> SUPPLIED ENTRIES:
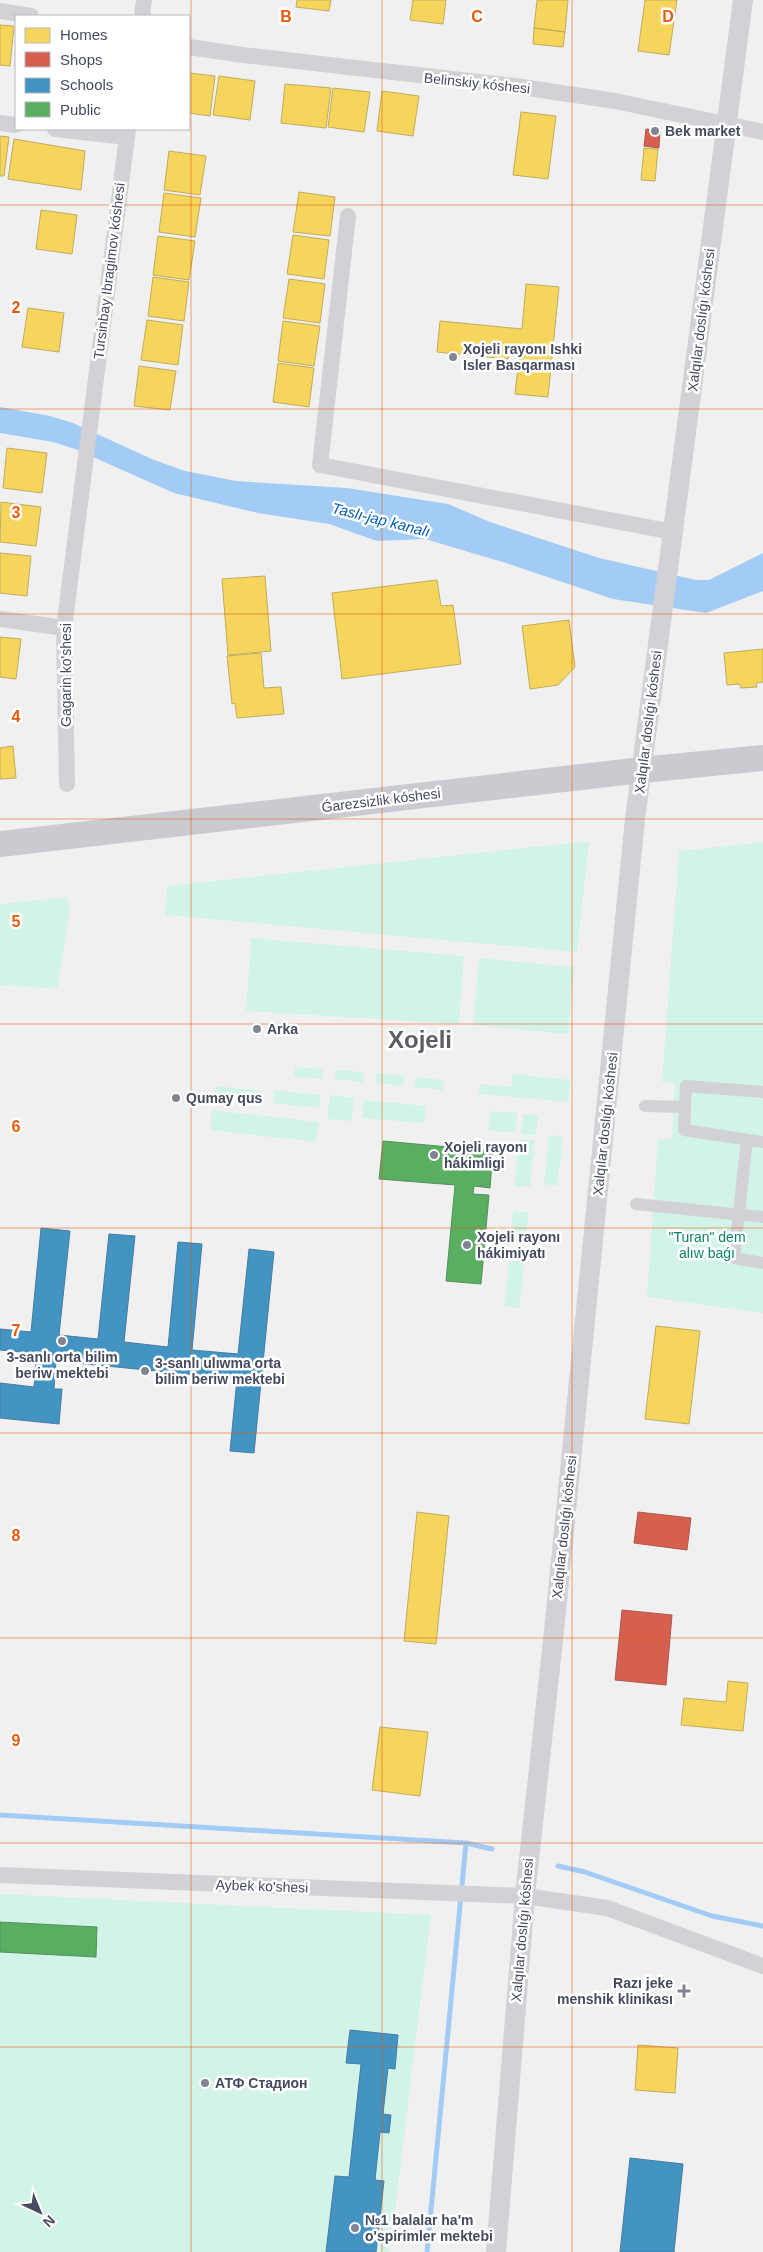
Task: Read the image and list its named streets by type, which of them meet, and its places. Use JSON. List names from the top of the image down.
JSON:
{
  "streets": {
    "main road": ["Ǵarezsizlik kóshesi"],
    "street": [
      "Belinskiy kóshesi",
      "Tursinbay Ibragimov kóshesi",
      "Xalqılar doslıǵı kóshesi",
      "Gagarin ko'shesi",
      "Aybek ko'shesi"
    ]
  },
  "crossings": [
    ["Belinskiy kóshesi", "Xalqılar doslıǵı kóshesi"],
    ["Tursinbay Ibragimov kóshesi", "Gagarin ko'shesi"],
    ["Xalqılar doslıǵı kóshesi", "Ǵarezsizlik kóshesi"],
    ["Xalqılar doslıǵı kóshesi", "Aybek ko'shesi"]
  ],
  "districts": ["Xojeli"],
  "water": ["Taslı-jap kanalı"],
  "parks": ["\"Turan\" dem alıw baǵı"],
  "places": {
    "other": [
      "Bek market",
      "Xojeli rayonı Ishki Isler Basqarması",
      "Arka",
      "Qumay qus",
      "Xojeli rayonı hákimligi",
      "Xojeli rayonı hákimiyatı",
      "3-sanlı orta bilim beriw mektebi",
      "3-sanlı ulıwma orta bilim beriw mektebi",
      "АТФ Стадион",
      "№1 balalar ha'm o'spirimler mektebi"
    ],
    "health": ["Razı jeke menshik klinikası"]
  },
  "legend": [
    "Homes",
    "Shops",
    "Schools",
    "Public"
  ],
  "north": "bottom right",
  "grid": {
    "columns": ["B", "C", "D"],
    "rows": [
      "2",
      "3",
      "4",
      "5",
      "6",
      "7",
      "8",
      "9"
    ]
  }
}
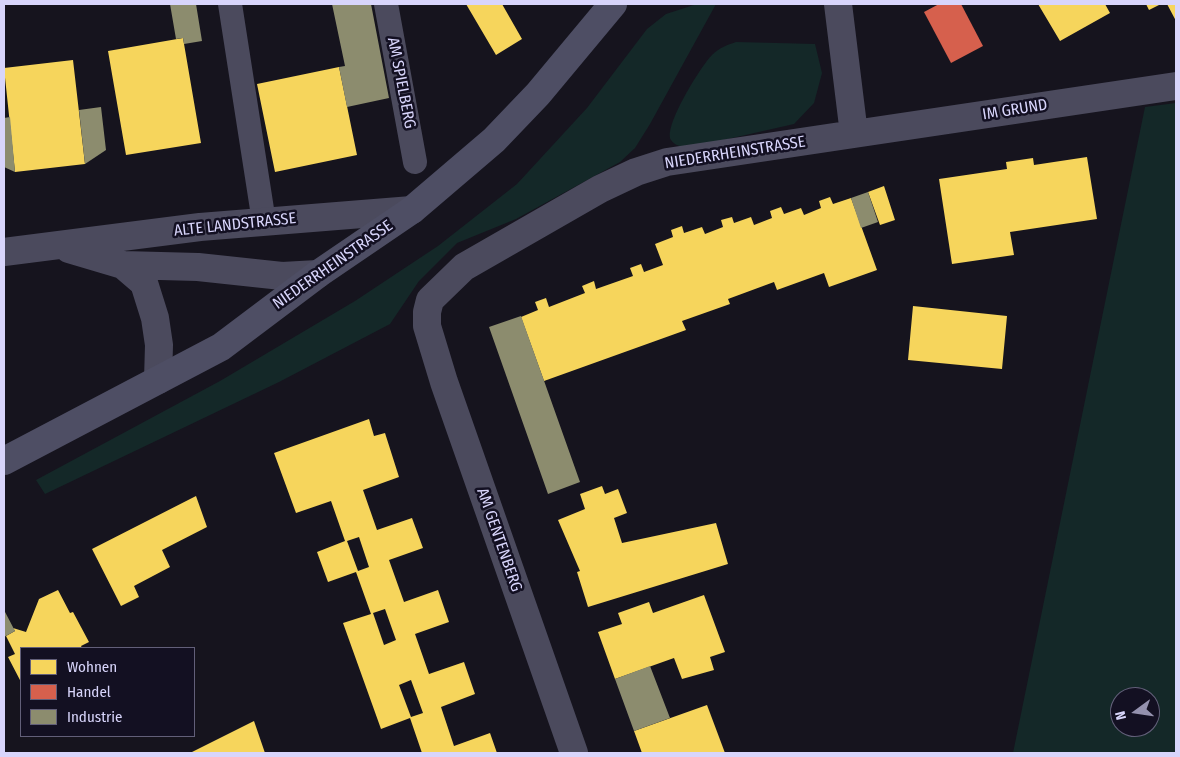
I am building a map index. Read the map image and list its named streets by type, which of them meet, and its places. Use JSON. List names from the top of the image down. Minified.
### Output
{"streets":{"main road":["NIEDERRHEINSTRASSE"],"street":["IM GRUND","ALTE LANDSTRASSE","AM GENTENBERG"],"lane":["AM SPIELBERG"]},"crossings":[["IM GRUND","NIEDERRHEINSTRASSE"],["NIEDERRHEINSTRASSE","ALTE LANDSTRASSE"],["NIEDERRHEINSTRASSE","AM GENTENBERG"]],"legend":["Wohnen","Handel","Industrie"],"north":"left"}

* * *

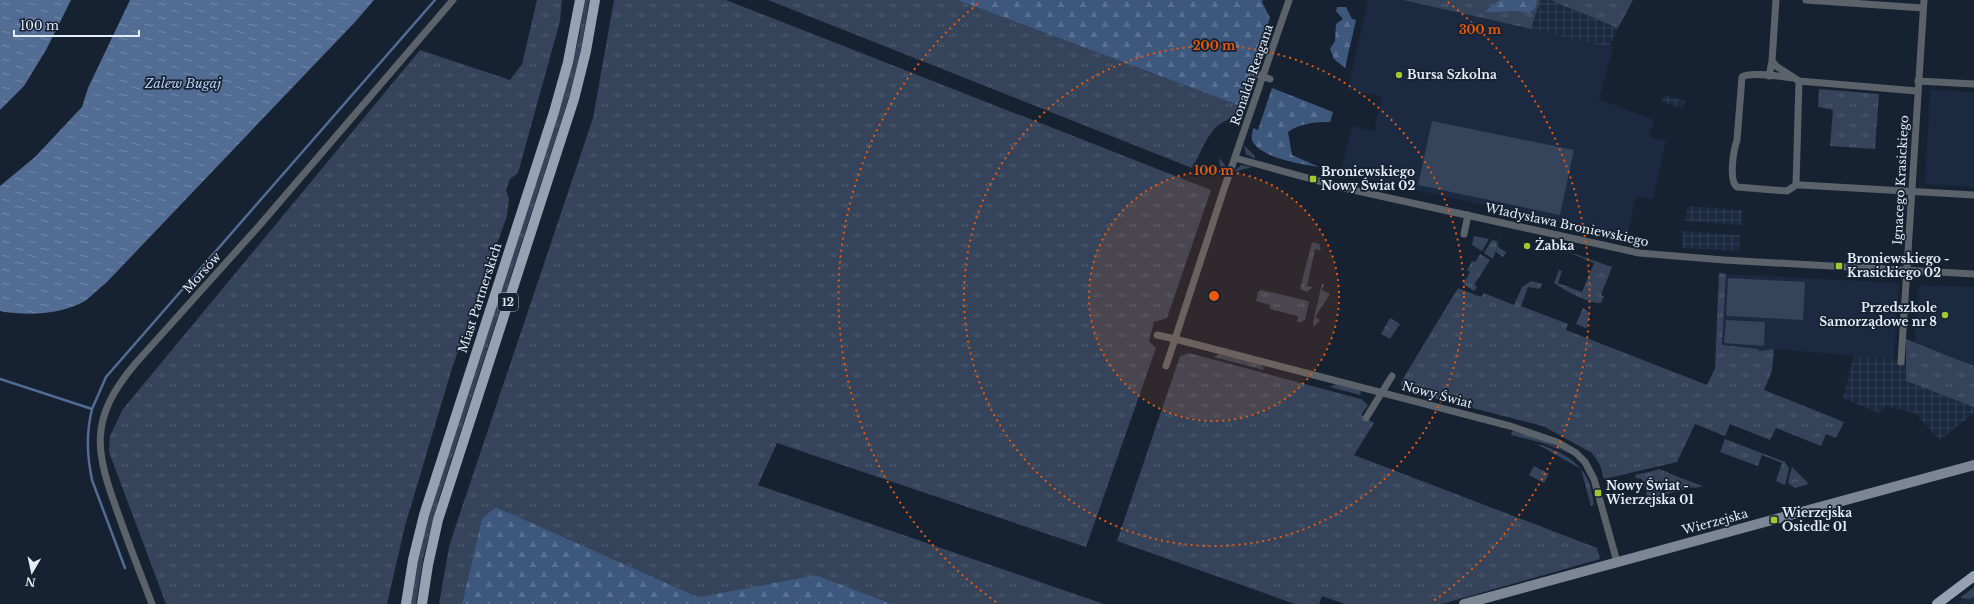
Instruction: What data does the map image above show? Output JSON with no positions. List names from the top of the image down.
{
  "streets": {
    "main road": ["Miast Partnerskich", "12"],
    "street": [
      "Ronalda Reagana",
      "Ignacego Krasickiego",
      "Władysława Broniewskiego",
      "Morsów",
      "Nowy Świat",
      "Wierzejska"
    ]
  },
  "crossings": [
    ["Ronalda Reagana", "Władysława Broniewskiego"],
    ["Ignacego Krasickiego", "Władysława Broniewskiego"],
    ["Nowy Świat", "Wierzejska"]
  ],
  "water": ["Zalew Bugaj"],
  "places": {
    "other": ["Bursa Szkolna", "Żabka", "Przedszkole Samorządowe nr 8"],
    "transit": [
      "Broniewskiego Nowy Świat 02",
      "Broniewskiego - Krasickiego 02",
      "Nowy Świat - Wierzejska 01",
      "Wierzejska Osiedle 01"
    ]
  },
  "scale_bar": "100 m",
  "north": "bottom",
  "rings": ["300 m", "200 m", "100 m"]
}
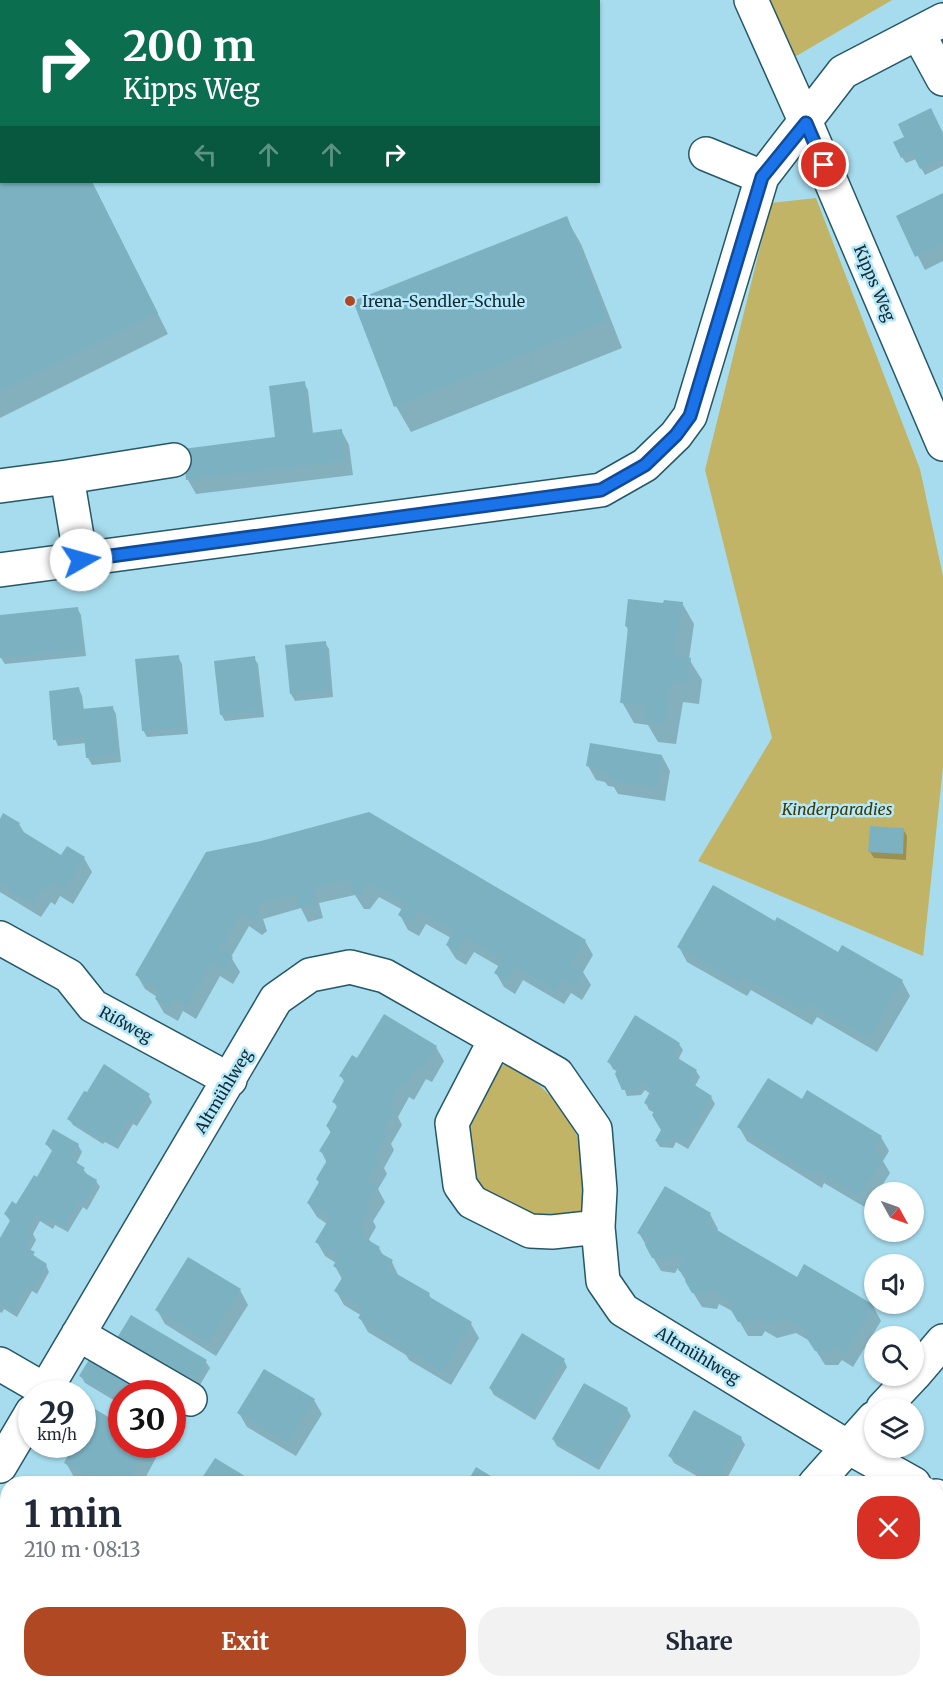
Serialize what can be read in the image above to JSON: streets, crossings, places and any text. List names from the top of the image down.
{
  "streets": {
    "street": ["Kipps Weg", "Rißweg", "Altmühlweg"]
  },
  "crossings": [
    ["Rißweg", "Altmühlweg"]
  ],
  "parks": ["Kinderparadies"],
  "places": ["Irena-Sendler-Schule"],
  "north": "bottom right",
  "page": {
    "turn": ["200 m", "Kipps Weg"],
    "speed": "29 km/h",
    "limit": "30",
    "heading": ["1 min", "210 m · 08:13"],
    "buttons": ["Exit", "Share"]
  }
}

==

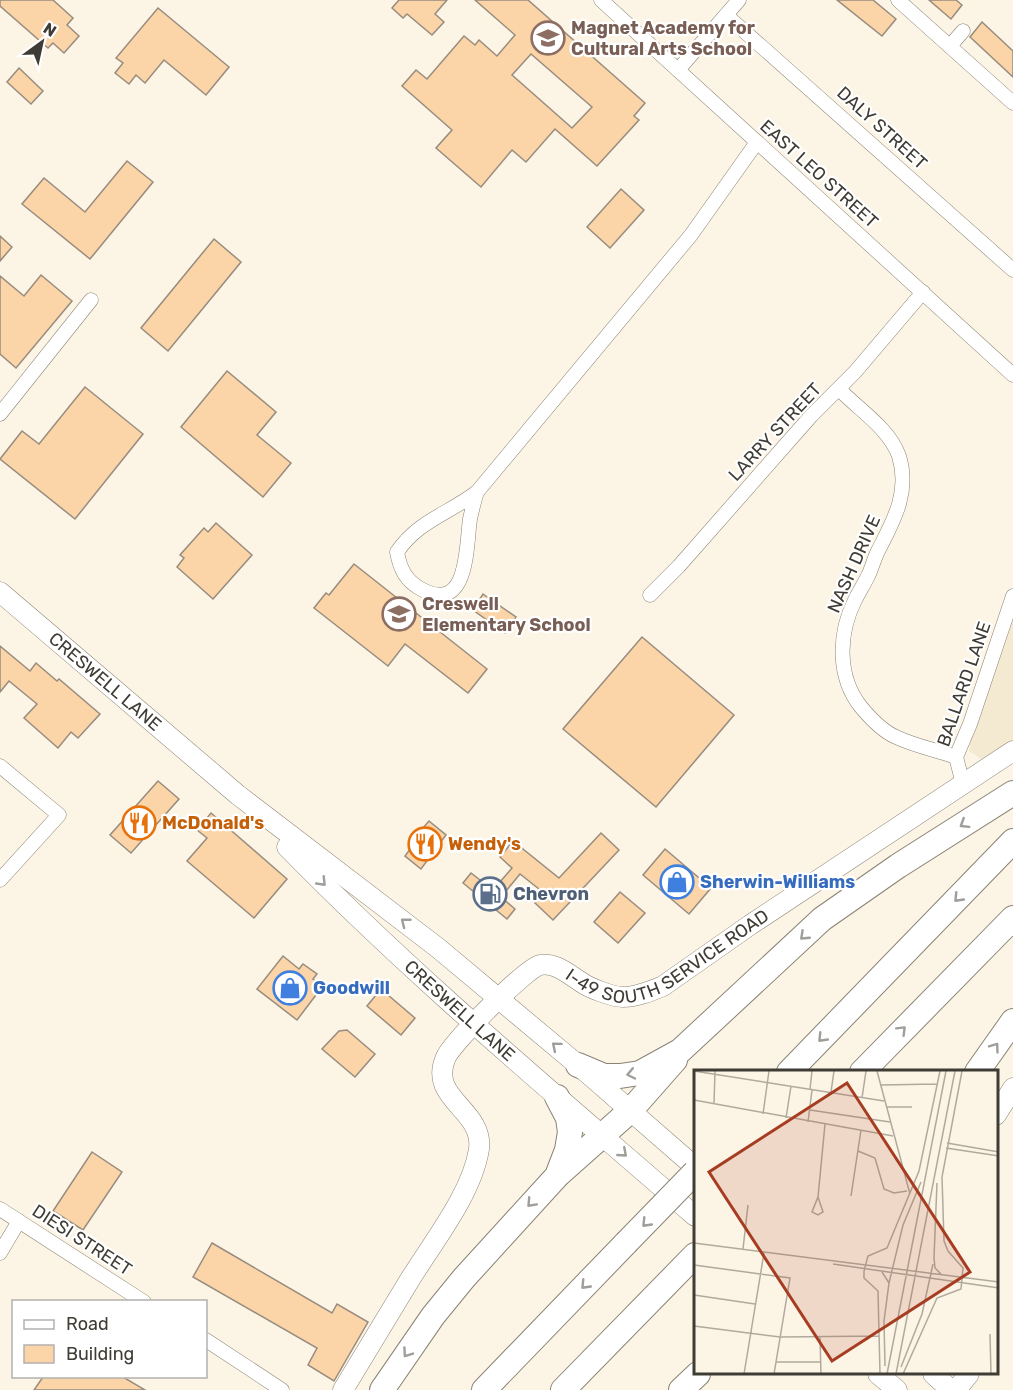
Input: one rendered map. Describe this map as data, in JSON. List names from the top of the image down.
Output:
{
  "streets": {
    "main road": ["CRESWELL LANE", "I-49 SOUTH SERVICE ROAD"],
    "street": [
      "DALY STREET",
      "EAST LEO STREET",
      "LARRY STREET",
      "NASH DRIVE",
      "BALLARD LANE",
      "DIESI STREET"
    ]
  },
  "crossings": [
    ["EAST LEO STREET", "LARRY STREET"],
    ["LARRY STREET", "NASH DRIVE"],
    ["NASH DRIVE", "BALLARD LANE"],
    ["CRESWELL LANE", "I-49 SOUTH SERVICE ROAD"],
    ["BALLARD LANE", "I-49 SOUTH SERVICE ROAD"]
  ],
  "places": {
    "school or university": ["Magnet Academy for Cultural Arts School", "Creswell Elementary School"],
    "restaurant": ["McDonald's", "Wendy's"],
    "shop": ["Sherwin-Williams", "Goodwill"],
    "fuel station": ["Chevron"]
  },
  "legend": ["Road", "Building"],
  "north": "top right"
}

> WORK REQUIRED:
The expected reply is a number only, the tally of lines in the data where the word "type" is found.

> RESULT OF THE TASK:
2